------ DATA UNDER STUDY
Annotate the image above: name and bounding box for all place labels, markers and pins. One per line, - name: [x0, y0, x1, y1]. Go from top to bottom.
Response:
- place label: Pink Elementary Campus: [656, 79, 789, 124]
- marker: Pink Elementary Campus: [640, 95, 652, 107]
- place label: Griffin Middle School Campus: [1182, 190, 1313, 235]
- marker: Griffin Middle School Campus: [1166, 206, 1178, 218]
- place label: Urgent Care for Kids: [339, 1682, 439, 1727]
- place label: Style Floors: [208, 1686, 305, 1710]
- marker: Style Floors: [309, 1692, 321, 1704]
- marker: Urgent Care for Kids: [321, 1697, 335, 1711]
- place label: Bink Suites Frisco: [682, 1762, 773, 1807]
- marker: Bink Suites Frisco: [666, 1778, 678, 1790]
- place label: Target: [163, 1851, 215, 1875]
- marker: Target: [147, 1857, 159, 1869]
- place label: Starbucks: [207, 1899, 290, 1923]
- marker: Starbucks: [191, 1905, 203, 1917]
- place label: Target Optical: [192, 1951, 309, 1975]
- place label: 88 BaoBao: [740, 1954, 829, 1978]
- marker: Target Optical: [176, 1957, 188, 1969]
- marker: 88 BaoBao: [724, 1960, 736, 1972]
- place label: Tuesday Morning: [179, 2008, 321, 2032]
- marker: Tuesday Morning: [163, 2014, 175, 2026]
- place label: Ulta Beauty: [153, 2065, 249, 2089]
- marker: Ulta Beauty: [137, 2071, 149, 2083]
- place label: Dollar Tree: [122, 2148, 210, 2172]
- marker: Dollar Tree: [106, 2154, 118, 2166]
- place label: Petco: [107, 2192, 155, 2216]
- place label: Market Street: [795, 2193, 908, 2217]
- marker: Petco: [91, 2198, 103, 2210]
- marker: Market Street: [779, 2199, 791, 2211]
------------
= DESCRIPTION OF THE TASK =
From the first line to the last, copy every record exactly.

= EXPECTED ANSWER =
Annotate the image above: name and bounding box for all place labels, markers and pins. One per line, - name: [x0, y0, x1, y1]. Go from top to bottom.
Response:
- place label: Pink Elementary Campus: [656, 79, 789, 124]
- marker: Pink Elementary Campus: [640, 95, 652, 107]
- place label: Griffin Middle School Campus: [1182, 190, 1313, 235]
- marker: Griffin Middle School Campus: [1166, 206, 1178, 218]
- place label: Urgent Care for Kids: [339, 1682, 439, 1727]
- place label: Style Floors: [208, 1686, 305, 1710]
- marker: Style Floors: [309, 1692, 321, 1704]
- marker: Urgent Care for Kids: [321, 1697, 335, 1711]
- place label: Bink Suites Frisco: [682, 1762, 773, 1807]
- marker: Bink Suites Frisco: [666, 1778, 678, 1790]
- place label: Target: [163, 1851, 215, 1875]
- marker: Target: [147, 1857, 159, 1869]
- place label: Starbucks: [207, 1899, 290, 1923]
- marker: Starbucks: [191, 1905, 203, 1917]
- place label: Target Optical: [192, 1951, 309, 1975]
- place label: 88 BaoBao: [740, 1954, 829, 1978]
- marker: Target Optical: [176, 1957, 188, 1969]
- marker: 88 BaoBao: [724, 1960, 736, 1972]
- place label: Tuesday Morning: [179, 2008, 321, 2032]
- marker: Tuesday Morning: [163, 2014, 175, 2026]
- place label: Ulta Beauty: [153, 2065, 249, 2089]
- marker: Ulta Beauty: [137, 2071, 149, 2083]
- place label: Dollar Tree: [122, 2148, 210, 2172]
- marker: Dollar Tree: [106, 2154, 118, 2166]
- place label: Petco: [107, 2192, 155, 2216]
- place label: Market Street: [795, 2193, 908, 2217]
- marker: Petco: [91, 2198, 103, 2210]
- marker: Market Street: [779, 2199, 791, 2211]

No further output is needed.